In 1647 Wormeley was (again) named a justice of the peace for York County, and by 1648 he also led part of its militia with the rank of captain. Henry Norwood, a fleeing Cavalier (supporter of King Charles, defeated by Oliver Cromwell's forces in the English Civil War), visited his home on Wormeley Creek near Yorktown in 1649, and named other guests at a party there as Sir Thomas Lunsford, Sir Philip Honywood (Honeywood), Sir Henry Chicheley (the colony's deputy governor and who would marry his widow) and a Colonel John Hammond.
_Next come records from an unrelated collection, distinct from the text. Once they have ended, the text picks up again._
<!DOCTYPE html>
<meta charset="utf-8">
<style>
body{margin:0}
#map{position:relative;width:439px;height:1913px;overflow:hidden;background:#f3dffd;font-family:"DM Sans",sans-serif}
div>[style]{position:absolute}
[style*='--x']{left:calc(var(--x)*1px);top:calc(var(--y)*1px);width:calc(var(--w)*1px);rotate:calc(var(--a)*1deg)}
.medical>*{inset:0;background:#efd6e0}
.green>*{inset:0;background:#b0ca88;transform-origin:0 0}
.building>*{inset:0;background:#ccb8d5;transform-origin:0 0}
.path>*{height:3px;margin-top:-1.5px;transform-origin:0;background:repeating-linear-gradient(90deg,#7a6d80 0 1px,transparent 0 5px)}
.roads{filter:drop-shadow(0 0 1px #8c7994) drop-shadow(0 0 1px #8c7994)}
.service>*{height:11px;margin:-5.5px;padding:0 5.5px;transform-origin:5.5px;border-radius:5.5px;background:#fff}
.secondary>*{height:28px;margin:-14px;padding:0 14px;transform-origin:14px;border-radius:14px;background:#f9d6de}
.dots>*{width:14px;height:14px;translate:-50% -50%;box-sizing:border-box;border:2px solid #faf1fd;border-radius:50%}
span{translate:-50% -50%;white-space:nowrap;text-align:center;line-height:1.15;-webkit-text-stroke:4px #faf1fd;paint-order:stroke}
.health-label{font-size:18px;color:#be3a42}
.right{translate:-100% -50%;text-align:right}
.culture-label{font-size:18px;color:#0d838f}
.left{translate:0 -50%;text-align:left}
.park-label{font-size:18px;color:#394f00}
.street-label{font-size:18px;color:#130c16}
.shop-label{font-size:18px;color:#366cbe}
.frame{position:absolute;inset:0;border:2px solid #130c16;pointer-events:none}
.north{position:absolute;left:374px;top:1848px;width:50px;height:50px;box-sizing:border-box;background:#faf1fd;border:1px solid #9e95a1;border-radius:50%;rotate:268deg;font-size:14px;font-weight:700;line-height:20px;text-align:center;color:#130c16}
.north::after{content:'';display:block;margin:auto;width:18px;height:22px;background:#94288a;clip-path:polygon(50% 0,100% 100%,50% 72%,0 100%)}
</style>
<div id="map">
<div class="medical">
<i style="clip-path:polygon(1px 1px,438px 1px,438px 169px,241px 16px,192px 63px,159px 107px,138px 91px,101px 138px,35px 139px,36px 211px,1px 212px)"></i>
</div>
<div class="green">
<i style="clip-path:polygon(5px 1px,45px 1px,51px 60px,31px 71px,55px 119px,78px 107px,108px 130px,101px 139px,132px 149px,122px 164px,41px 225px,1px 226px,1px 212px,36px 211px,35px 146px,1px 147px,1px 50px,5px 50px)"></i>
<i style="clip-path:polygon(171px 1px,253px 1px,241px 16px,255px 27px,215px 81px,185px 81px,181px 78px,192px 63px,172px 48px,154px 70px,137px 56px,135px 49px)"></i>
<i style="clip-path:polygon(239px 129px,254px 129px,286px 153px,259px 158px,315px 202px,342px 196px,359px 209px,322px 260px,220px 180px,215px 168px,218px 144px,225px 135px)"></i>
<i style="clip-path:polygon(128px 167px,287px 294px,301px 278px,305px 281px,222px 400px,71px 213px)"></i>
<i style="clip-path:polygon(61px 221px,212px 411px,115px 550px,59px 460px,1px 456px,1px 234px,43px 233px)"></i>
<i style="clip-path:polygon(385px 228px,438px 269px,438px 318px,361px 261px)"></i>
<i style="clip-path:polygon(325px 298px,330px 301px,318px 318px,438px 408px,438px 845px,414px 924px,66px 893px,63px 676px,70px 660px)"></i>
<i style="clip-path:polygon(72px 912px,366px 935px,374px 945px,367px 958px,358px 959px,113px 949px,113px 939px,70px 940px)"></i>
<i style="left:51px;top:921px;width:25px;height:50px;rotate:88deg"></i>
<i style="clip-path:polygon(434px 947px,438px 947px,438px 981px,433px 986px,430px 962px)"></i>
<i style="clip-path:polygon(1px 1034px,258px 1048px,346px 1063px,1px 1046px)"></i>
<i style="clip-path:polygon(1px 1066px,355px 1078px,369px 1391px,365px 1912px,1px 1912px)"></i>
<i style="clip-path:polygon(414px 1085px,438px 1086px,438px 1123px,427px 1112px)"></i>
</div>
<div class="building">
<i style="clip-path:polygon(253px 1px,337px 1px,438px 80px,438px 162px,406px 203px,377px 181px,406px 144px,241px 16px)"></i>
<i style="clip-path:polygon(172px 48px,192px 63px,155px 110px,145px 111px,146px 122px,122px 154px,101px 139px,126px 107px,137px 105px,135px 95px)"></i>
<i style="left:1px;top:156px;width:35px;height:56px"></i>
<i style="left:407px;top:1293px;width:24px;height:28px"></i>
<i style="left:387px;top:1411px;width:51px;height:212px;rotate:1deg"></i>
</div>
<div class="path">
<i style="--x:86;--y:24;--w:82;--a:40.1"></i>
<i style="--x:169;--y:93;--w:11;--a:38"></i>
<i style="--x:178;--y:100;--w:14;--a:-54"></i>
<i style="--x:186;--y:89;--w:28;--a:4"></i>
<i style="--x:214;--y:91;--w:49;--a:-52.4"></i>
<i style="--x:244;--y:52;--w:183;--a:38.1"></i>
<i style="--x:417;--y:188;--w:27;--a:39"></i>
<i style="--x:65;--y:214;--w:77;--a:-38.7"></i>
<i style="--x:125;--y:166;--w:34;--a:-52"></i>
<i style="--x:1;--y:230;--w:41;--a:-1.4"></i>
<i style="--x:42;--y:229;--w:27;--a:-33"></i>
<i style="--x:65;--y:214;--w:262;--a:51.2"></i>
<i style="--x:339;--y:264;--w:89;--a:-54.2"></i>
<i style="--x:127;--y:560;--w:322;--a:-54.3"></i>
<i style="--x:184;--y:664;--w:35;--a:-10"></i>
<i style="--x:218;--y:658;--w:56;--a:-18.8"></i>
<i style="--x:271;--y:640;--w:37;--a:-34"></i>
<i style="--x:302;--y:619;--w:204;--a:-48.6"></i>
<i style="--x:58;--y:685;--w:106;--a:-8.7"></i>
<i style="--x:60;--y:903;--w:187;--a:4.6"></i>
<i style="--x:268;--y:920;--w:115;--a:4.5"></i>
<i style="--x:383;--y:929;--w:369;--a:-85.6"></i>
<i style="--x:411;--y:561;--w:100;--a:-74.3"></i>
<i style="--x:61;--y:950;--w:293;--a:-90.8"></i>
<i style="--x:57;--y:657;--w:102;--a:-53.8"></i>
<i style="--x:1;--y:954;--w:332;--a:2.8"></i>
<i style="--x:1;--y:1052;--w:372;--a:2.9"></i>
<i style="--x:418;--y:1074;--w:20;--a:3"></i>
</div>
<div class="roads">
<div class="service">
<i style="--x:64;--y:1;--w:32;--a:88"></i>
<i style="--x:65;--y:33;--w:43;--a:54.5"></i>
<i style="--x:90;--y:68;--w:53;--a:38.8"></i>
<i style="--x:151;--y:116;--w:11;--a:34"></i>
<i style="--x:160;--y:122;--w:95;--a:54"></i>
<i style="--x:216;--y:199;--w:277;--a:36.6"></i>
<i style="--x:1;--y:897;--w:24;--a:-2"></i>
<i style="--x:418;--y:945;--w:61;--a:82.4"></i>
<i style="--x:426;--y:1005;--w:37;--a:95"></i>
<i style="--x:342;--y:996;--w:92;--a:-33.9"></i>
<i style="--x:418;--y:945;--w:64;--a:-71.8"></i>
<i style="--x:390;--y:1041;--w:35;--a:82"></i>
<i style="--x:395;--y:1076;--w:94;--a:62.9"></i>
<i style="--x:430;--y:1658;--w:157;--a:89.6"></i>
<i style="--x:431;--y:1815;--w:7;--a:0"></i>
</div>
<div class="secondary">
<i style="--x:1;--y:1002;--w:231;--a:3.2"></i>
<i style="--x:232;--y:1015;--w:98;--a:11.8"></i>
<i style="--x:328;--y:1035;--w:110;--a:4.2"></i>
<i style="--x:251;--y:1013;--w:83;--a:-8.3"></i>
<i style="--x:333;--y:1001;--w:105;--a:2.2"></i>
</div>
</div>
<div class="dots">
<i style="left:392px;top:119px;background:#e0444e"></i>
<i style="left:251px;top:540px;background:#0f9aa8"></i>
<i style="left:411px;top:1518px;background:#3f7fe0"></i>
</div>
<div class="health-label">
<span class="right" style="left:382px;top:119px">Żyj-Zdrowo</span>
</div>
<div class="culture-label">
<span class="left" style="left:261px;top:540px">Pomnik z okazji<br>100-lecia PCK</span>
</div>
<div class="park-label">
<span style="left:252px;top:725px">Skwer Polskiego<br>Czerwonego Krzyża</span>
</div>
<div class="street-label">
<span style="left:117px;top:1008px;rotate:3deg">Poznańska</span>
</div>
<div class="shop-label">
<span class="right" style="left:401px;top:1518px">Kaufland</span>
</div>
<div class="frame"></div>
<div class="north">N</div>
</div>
Also in 1649, York County voters elected Wormeley as one of their representatives in the House of Burgesses. The following year, the exiled King Charles at Breda in the Netherlands signed a paper appointing Wormeley to the Virginia Governor's Council (a/k/a the Council of State, or the upper house of the Virginia General Assembly).

==Personal life==
Wormeley married the former Agatha Eltonhead, daughter of Richard Eltonhead of Eltonhead, Lancaster County, England, who had been widowed by the death of her first husband, Luke Stubbins of Northampton County, Virginia. One of Eltonhead's sons moved to Maryland (and was executed after he attempted to extend religious strife in that colony), and three other daughters all married into prominent Middlesex County families: Eleanor married William Brocas, Alice married Rowland Burnham and Martha married Edwin Connoway. Wormeley fathered two boys, of whom the younger (William Wormeley) died as a child, but Ralph Wormeley Jr. would become the family's most powerful member, after being raised by his step-father Sir Henry Chicheley as discussed below.

==Death and legacy==

Wormeley died in 1651. His widow remarried, to Sir Henry Chicheley, the colony's lieutenant governor, who took up residence at Rosegill as well as raised Ralph Wormeley Jr.